2018 Friday Poster 6626
Friday, November 2, 2018 | Poster Session I, Metcalf Small | 3pm
Quantifier Relationships in the Lexicon: Scalar Competence and Performance
J. Grinstead, M. Oates, M. Nieves-Rivera, R. Padilla-Reyes
Children are delayed in rejecting distributive quantifiers in collective contexts and collective quantifiers in distributive contexts until roughly 10 (e.g. Hanlon 1986, Brooks & Braine 1996, Brooks et al. 1998, Pagliarini et al. 2012, Syrett & Musolino 2013, de Koster et al. 2016, 2017). Dotlačil (2010) proposes to account for this gradual development as a delayed emergence of a pragmatic scale of collectivity-distributivity, which we refer to as the Pragmatic Scale Hypothesis. Pagliarini et al. (2012) show that children’s decreasing acceptance of the Italian distributive quantifier ciascun as collective predicts children’s decreasing judgments of the plural definite article i as distributive, as expected on the Pragmatic Scale account, wherein ciascun’s distributive entailment anchors a pragmatic collective-distributive scale, and i derives its collective meaning via implicature. Padilla-Reyes et al. (2017) demonstrate a similar relationship between the distributive quantifier cada and the plural collective quantifiers los and unos. It is possible that executive function abilities, including inhibition, are relevant to drawing pragmatic inferences, including scalar implicatures (e.g. Kapa & Colombo 2014, though cf. Janssens et al. 2014).
Research Questions
Given these findings, the current study seeks to determine: 1) whether similar predictive relationships among distributive and collective quantifiers exist in child English, 2) whether the development of executive function abilities (attention, inhibition and non-verbal working memory, as in Miyake et al. 2000) helps explain the development of the scalar component of collective interpretations in child English and Spanish and 3) whether general lexical development indexes the distributive entailment of cada/each.
Methods
To answer these questions, an SES- and age-matched sample of monolingual Spanish-speaking children in Puerto Rico (n=31, mean age=95.25 months, SD=7.43) and English-speaking children in the Midwestern US (n=29, mean age=95.38 months, SD=7.65) were given a video- recorded Truth Value Judgment Task (TVJT – Crain & McKee 1985). Children were asked to affirm or reject the critical final sentences of each TVJT, which included predicates that occurred with quantifiers that varied by distributivity (distributive: each/cada; collective: the/los, some/unos), crossed with distributive/collective visual video contexts. Children were independently given 3 subtests of the EXAMINER executive function battery (Kramer et al. 2014) and the TVIP/PPVT (Dunn & Lugo 1986) tests of lexical development.

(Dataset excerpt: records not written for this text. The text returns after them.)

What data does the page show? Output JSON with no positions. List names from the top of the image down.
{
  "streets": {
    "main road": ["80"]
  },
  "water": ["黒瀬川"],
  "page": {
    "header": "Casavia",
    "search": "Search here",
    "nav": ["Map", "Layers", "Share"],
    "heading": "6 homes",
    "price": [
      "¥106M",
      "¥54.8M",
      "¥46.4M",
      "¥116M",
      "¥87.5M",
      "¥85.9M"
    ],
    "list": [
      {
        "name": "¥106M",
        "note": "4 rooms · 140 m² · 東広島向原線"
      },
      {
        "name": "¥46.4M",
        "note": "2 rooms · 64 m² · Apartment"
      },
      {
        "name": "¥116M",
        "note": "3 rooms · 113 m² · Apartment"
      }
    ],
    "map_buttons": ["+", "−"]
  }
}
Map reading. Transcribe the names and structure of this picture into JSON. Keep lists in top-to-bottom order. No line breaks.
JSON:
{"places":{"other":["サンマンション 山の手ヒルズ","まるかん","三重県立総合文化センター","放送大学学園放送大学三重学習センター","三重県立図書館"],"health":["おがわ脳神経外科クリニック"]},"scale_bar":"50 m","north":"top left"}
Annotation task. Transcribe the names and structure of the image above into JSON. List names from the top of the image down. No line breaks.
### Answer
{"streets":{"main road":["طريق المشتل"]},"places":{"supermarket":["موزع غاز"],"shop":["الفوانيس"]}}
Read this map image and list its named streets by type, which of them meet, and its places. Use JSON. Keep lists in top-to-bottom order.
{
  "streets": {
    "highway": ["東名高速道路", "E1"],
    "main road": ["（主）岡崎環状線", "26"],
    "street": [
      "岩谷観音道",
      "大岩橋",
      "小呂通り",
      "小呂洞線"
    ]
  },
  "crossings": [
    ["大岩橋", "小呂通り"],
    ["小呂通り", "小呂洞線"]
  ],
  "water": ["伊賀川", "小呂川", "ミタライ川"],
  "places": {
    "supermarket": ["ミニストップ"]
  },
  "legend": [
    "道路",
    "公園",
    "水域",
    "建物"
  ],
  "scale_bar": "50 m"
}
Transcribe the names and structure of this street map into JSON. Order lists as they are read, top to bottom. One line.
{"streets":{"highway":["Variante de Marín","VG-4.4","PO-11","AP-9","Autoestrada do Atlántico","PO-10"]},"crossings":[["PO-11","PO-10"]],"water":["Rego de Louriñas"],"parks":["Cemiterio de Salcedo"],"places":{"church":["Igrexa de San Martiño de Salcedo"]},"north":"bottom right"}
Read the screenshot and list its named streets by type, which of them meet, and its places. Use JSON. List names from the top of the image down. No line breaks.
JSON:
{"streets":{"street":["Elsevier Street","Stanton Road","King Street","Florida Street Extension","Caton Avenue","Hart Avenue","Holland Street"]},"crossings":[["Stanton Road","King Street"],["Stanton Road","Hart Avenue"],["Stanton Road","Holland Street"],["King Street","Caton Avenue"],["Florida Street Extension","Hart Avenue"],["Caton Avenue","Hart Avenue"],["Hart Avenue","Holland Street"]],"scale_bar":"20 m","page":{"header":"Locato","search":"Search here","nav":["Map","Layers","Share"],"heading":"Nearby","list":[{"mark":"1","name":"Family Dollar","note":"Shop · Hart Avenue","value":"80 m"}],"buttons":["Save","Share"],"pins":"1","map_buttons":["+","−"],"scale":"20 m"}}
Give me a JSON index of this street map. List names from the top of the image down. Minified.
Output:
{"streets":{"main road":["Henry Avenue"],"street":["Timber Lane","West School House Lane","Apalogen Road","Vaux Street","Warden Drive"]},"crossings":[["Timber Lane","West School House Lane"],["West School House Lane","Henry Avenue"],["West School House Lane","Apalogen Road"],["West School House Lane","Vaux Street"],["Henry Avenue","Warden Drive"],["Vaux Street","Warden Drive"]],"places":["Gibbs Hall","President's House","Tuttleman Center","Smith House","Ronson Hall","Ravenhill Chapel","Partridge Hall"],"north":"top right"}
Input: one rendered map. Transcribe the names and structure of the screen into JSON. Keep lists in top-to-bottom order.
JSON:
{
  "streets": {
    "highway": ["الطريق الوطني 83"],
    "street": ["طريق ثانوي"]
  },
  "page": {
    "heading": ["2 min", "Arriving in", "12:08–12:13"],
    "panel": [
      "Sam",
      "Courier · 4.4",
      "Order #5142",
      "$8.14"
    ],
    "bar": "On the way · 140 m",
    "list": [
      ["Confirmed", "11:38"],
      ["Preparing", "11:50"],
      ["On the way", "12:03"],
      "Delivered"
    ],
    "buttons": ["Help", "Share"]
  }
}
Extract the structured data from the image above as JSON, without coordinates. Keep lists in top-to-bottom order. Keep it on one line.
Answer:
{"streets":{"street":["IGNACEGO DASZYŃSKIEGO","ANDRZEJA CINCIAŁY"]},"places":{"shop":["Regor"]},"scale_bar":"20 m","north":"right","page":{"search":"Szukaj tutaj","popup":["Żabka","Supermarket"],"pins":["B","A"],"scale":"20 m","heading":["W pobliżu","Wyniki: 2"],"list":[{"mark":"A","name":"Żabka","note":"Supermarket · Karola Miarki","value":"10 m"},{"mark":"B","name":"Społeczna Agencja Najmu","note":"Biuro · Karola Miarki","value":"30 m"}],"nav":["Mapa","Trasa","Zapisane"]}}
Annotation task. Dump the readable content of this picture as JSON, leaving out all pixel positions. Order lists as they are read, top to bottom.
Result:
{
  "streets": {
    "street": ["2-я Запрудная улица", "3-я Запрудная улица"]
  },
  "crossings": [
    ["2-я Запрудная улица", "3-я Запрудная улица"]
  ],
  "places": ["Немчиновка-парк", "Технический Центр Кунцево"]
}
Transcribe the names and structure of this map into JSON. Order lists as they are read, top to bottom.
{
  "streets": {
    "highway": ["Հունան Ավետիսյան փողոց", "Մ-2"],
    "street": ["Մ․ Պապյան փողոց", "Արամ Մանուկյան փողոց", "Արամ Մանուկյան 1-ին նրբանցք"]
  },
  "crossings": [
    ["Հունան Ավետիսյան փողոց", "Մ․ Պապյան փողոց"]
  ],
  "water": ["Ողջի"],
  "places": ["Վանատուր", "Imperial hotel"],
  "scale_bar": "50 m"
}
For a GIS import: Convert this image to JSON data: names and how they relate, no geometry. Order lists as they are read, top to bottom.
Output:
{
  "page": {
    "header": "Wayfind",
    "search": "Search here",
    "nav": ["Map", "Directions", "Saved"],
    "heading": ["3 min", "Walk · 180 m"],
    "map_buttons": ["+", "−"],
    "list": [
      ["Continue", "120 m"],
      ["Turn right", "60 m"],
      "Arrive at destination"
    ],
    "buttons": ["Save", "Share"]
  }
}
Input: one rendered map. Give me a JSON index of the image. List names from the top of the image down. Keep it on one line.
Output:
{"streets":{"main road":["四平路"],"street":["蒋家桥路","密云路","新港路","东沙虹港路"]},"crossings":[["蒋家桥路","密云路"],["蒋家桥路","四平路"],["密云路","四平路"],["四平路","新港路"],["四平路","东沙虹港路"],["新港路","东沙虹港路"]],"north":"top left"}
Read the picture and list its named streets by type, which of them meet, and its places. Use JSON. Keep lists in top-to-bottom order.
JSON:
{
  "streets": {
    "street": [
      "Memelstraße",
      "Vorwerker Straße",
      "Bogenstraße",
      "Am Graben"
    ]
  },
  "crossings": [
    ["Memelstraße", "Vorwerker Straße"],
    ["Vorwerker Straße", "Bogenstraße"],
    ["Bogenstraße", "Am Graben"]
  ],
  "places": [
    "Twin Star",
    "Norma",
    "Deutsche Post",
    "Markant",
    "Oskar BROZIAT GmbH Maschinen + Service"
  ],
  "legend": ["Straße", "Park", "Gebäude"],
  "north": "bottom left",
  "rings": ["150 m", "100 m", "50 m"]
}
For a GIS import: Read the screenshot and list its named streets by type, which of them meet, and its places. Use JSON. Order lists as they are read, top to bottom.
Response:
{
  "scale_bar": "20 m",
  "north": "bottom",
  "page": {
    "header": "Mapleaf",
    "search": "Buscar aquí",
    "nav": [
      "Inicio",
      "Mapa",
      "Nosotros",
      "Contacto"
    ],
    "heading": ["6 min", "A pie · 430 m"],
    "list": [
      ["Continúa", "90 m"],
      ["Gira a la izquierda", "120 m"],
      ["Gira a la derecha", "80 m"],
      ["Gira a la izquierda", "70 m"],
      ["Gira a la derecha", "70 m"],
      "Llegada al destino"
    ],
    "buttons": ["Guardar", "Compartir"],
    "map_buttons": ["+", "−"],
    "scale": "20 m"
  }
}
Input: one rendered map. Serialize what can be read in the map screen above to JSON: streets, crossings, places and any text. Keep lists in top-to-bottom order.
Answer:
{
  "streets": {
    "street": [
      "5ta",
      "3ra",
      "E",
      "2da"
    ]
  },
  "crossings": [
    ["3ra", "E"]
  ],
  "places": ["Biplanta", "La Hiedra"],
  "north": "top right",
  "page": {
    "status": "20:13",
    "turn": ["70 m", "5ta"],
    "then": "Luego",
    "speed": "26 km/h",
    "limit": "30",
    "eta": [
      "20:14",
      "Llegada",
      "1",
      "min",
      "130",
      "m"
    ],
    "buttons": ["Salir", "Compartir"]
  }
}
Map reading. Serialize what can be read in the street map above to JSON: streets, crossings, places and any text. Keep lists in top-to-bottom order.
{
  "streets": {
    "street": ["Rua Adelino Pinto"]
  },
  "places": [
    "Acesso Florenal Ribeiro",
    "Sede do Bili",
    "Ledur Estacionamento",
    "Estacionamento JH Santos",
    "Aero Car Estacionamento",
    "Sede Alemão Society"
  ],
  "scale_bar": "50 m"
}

Analysis, Results & Implications
Results showed that: 1) Acceptance of distributive each in collective pragmatic contexts in child English predicted acceptance of both the and some in distributive pragmatic contexts (Figures 1 & 2). 2) Inhibition scores from the Flanker task, possibly relevant to drawing inferences, predicted Spanish-English child judgments of unos/some and los/the, but not cada/each, consistent with Dotlačil’s claim that the collectives derive their meanings via implicatures, while the distributive (cada/each) derives its meaning by entailment. 3) TVIP and PPVT scores were predictive of the acceptance of cada/each. We discuss cada/each as a mediator between general lexical development and the interpretations of unos/some and los/the, which constitute ontologically distinct components of the distributive-collective pragmatic scale.